We used high-tech, state-of-the-art measures to prove the power of simple, low-tech, and low-cost interventions. We showed that comprehensive lifestyle changes may stop or even reverse the progression of coronary heart disease, prostate cancer, diabetes, hypertension, obesity, hypercholesterolemia, and other chronic conditions that account for at least 75% of the $2.1 trillion in health care costs.

I thought that when we published our findings in the leading medical journals that this would change medical practice. In retrospect, that was a little naïve; good science is important but not sufficient to change medical practice. Despite the talk about evidence-based medicine, we really live in an era of what I call "reimbursement-based medicine"--it's all about the Benjamins.

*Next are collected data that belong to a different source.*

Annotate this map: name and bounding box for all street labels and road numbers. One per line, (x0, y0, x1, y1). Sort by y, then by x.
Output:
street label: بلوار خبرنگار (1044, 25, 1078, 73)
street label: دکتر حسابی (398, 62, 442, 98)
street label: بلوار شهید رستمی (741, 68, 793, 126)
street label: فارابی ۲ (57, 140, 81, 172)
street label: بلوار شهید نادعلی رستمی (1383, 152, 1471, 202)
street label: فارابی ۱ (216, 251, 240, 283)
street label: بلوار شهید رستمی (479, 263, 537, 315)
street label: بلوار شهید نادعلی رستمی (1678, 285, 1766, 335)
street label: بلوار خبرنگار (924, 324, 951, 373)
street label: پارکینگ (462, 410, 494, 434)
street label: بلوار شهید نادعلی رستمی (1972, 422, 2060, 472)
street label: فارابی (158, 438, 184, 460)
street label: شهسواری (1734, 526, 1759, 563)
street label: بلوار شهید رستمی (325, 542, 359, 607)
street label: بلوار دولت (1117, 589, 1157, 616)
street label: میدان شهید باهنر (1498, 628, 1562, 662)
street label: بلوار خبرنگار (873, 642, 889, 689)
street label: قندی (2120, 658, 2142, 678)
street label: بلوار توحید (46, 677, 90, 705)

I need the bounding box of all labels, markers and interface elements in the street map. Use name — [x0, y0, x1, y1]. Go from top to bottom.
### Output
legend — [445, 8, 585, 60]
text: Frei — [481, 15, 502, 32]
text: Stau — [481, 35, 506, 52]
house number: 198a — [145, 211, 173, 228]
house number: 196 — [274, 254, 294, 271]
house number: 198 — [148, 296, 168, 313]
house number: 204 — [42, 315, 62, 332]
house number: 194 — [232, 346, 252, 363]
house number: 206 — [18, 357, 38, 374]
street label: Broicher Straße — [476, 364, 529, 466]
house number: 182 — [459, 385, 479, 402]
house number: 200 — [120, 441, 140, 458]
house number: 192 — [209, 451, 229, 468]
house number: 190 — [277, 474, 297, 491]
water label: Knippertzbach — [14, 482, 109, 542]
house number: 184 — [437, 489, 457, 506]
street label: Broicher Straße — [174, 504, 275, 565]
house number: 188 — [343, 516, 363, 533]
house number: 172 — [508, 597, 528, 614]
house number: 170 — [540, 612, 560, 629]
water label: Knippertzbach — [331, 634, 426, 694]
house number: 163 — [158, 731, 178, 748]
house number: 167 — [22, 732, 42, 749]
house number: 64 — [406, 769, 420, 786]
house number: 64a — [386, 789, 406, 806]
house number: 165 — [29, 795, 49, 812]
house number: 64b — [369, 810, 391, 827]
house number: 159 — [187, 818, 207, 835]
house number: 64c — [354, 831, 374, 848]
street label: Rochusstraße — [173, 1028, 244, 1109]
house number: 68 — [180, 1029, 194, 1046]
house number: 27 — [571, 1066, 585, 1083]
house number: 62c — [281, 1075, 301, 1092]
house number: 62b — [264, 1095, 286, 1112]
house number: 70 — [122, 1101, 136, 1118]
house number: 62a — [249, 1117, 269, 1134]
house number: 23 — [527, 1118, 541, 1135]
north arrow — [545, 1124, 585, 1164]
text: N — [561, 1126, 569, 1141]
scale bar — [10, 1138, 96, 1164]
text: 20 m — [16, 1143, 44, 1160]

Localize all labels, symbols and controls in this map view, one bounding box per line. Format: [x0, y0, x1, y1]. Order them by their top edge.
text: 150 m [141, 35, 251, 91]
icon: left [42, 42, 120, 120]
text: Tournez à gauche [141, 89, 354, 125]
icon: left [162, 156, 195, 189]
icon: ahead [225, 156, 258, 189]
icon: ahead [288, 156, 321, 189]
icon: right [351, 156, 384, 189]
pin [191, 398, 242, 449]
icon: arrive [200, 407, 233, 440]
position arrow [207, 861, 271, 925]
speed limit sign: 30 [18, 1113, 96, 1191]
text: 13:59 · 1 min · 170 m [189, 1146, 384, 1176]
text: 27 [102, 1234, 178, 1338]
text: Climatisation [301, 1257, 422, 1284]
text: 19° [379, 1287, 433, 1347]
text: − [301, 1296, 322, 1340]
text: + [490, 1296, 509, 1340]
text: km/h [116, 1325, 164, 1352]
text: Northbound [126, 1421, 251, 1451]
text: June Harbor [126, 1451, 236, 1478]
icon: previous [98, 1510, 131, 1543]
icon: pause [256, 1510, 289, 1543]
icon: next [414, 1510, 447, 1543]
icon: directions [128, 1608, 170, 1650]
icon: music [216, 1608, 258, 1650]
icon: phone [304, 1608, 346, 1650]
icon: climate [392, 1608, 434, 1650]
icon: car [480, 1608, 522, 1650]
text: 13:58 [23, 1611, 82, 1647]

I realized that it wasn't enough to have good science; we also needed to change reimbursement. We doctors do what we get paid to do and we get trained to do what we get paid to do. Therefore, if we could change reimbursement, then we would improve both medical practice and medical education. "

"I understand those who think that single-payer health care is the way to go. However, after needing 14 years to get Medicare to do something as obvious as paying for intensive lifestyle changes scientifically proven to reverse heart disease despite the strong personal support of those at the highest levels of government and the leading experts in the scientific community, I share the Republican concern about greatly expanding the power of the Centers for Medicare and Medicaid Services. I'm as deeply suspicious of big government as anyone. I'm strongly in favor of universal coverage but not single payer.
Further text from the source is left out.